Sequential vs Speculative
Section titled “Sequential vs Speculative”Sequential approach — each PR waits for the previous one to finish:
Speculative approach — all PRs test in parallel, assuming earlier ones will pass:
3x faster!
How It Works
Section titled “How It Works”- PR #1 enters the queue → test against
main - PR #2 enters the queue → test against
main + PR #1(assuming #1 will pass) - PR #3 enters the queue → test against
main + PR #1 + PR #2(assuming both will pass)

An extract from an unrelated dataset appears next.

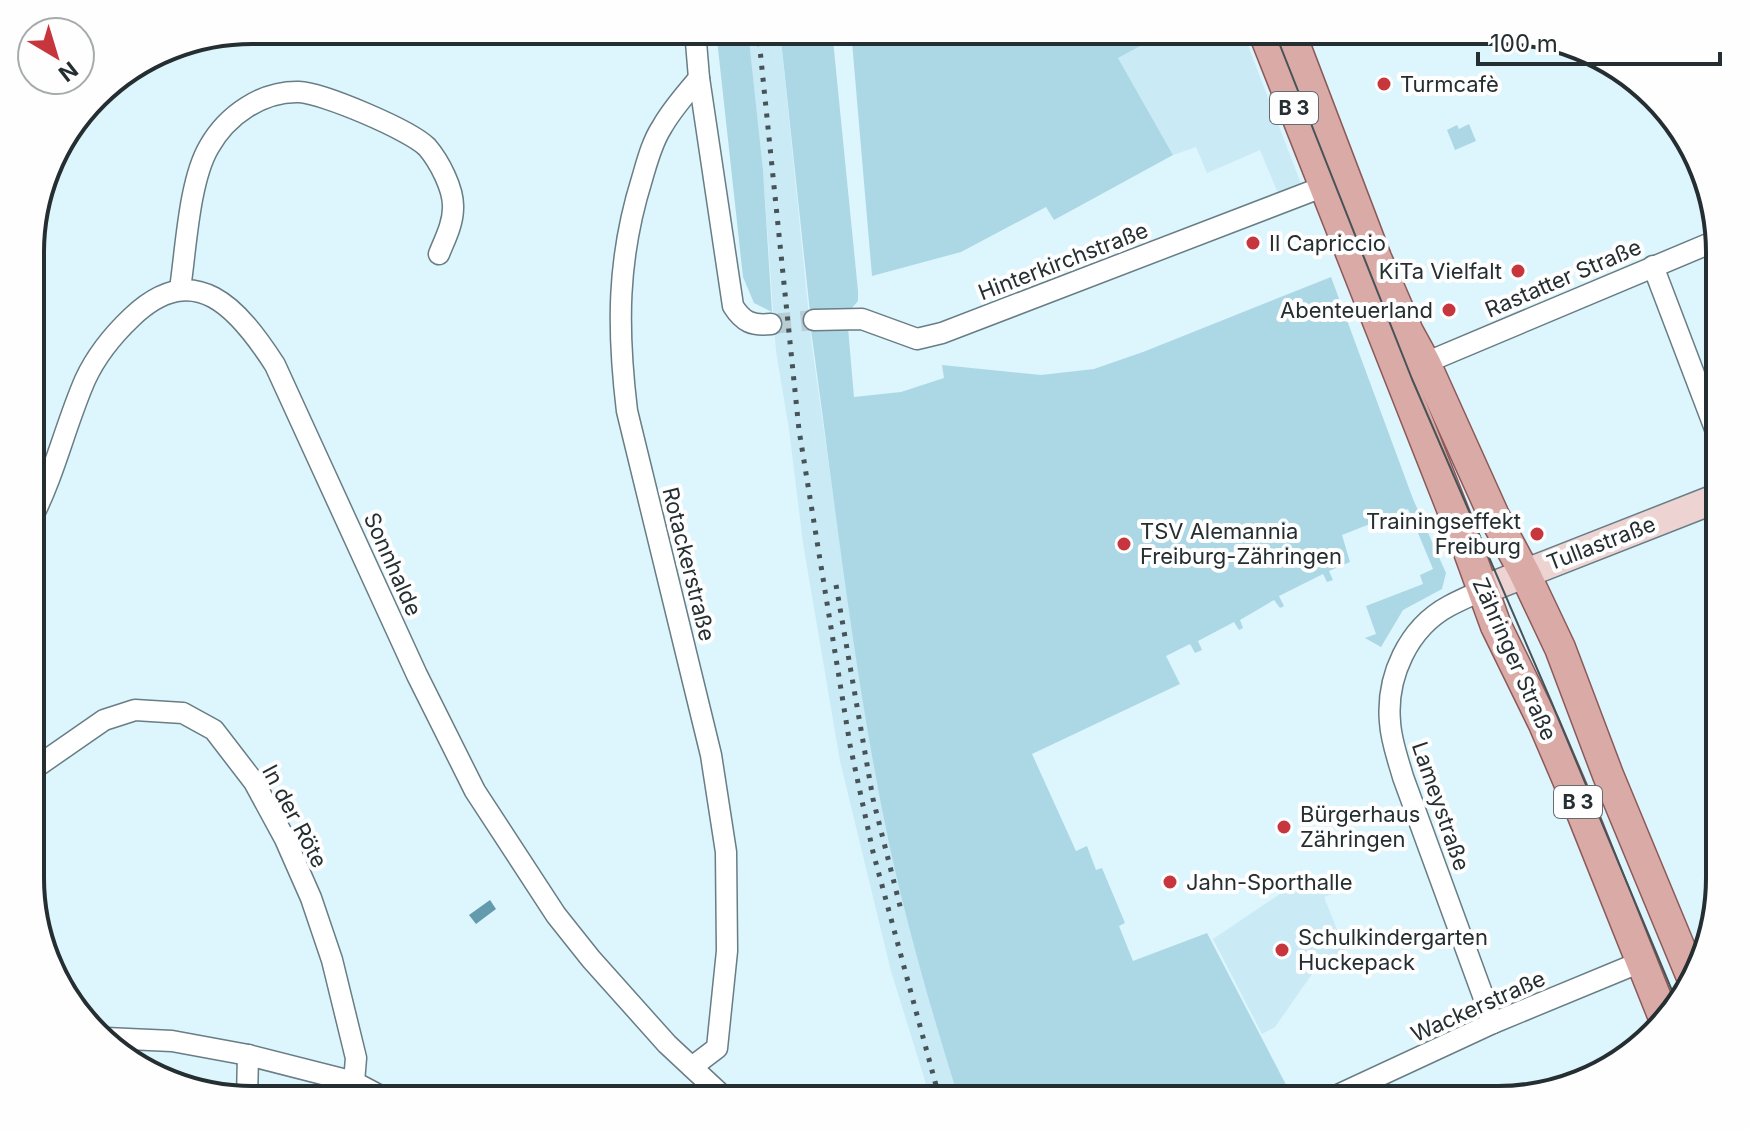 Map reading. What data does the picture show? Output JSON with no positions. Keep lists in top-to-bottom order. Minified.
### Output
{"streets":{"main road":["B 3","Zähringer Straße"],"street":["Hinterkirchstraße","Rastatter Straße","Tullastraße","Sonnhalde","Rotackerstraße","Lameystraße","In der Röte","Wackerstraße"]},"crossings":[["Hinterkirchstraße","Zähringer Straße"],["Rastatter Straße","Zähringer Straße"],["Tullastraße","Zähringer Straße"],["Tullastraße","Lameystraße"],["Sonnhalde","Rotackerstraße"],["Zähringer Straße","Lameystraße"],["Zähringer Straße","Wackerstraße"],["Lameystraße","Wackerstraße"]],"places":["Turmcafè","Il Capriccio","KiTa Vielfalt","Abenteuerland","Trainingseffekt Freiburg","TSV Alemannia Freiburg-Zähringen","Bürgerhaus Zähringen","Jahn-Sporthalle","Schulkindergarten Huckepack"],"scale_bar":"100 m","north":"bottom right"}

All three tests run simultaneously.
When Speculation Fails
Section titled “When Speculation Fails”If PR #1 fails, the speculation for PRs #2 and #3 was wrong. They were tested against a state that will never exist.
What happens:
- PR #1 is removed from the queue
- PRs #2 and #3 are automatically re-queued
- PR #2 now tests against
main(notmain + PR #1) - PR #3 tests against
main + PR #2
The speculation was wrong, but we only lost the time for one CI run. On average, this is still much faster than sequential testing.
Speculation Depth
Section titled “Speculation Depth”You can limit how far ahead the queue speculates:
| Depth | Behavior |
|---|---|
| 1 | No speculation (sequential) |
| 3 | Test up to 3 PRs ahead |
| Unlimited | Test all PRs in parallel |
Higher depth = more parallelism but more wasted CI if early PRs fail.
Choosing Your Depth
Section titled “Choosing Your Depth”The right speculation depth depends on two factors: your queue failure rate and your CI resource budget.
Low failure rate (<2%): Use unlimited or high depth. Speculations almost always succeed, so you get maximum parallelism with minimal waste.
Medium failure rate (2-5%): Depth of 3-5 works well. You get significant speedup while limiting cascade failures to a manageable scope.
High failure rate (>5%): Keep depth at 2-3, and invest in stabilizing your test suite first. High failure rates cause frequent cascade restarts that can actually make the queue slower than sequential processing.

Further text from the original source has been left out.